Thank you for the excellent questions and ones that we wrestle with all the time.
I think it's really interesting. If you look at the real estate portfolio and the real estate industry, there are certain parts of it that have really benefited in some ways from the pandemic. For example, I hesitate to say this seeing as I was cut off on another go, but data centres and broadband have been an area that has really benefited. Anything involved with e-commerce and home delivery and logistics has really benefited. Those areas are booming. At the other end of the spectrum, you have hotels and hospitality and also shopping malls, and they've been really hard hit. In the middle you have offices, which I'll come back to.

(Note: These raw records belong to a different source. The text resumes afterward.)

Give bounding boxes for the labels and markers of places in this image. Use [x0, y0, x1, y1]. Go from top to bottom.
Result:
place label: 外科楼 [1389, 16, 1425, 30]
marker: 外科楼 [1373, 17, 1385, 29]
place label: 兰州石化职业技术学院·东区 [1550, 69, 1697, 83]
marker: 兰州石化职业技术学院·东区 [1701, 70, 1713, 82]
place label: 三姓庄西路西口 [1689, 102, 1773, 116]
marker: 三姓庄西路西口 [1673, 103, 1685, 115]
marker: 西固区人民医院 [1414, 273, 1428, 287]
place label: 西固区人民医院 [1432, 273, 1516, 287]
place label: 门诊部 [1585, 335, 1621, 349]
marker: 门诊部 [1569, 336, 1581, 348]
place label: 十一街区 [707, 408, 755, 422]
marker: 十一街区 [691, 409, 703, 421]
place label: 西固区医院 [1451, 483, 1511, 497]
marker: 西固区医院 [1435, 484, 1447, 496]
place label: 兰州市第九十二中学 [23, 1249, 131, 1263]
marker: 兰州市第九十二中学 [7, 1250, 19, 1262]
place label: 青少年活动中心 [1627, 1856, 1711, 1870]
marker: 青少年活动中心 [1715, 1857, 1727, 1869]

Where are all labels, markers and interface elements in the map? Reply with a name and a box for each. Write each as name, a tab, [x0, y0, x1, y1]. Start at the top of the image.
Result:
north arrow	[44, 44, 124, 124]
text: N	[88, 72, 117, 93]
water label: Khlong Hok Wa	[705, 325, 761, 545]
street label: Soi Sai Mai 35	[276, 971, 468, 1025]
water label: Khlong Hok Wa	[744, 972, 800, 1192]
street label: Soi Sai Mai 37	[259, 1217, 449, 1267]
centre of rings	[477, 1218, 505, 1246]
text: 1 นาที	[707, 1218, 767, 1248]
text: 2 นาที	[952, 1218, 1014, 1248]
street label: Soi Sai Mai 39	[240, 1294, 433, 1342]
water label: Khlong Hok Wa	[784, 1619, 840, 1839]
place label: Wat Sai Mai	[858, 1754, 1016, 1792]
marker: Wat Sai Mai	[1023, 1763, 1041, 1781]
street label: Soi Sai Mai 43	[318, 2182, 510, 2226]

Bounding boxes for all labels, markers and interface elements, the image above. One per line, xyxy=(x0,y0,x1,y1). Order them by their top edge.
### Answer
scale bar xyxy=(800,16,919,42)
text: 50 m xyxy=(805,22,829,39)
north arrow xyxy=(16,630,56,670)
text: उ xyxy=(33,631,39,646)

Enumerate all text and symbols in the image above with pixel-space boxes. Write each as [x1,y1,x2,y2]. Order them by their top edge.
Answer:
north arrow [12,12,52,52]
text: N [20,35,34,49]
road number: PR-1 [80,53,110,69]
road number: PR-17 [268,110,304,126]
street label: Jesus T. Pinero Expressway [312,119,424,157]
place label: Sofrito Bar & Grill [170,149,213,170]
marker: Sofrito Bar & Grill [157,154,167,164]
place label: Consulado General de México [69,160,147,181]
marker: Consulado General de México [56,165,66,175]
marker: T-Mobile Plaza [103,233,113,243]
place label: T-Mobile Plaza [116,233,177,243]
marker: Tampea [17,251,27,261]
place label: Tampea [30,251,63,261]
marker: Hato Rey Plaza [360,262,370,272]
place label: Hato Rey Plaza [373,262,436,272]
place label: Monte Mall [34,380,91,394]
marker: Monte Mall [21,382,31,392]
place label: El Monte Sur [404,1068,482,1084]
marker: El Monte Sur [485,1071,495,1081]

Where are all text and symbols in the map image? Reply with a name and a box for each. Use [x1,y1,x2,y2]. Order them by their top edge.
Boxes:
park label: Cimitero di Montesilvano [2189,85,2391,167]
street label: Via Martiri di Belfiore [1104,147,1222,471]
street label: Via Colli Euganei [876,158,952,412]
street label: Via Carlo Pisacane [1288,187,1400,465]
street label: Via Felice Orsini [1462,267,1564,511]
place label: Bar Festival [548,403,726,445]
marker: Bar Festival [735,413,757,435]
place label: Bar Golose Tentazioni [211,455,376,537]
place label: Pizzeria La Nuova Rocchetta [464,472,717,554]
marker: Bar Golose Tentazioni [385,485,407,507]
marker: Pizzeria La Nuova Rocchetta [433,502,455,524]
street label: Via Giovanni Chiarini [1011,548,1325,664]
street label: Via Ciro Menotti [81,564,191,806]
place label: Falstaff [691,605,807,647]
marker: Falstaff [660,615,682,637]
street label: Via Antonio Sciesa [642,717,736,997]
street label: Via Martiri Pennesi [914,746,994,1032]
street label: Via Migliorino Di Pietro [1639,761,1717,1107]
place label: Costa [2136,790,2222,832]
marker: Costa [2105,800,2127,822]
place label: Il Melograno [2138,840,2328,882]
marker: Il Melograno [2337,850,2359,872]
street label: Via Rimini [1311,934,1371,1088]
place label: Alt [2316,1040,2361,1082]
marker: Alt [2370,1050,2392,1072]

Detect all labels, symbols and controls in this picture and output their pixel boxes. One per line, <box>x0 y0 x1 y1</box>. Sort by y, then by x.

On the hospitality side, we have very little exposure to hospitality. We don't invest in hotels and the equity of hotels. We've had that as an investment strategy for many years. We never liked hospitality as an area to invest in.
Shopping malls we do have exposure to in Canada, North America and Europe and around the world, and they have been hard hit. We tend to invest with very strong partners and in what we think are the destination malls rather than smaller malls, but I would say for the North American shopping mall industry that this is going to be a really tough time if there is going to be a requirement for social distancing rather than the best strategy, which is to try to get as many people through the malls as possible.
In addition, arguably in North America, shopping malls have been very overbuilt. By some estimates there are four times the number of malls that are needed in the U.S., so it was always an expectation that these were going to decline. This has probably accelerated that decline as more people have gone to e-commerce rather than going to a physical store. That's probably going to accelerate this transition to the use of those shopping malls towards other things, such as performance centres or entertainment centres.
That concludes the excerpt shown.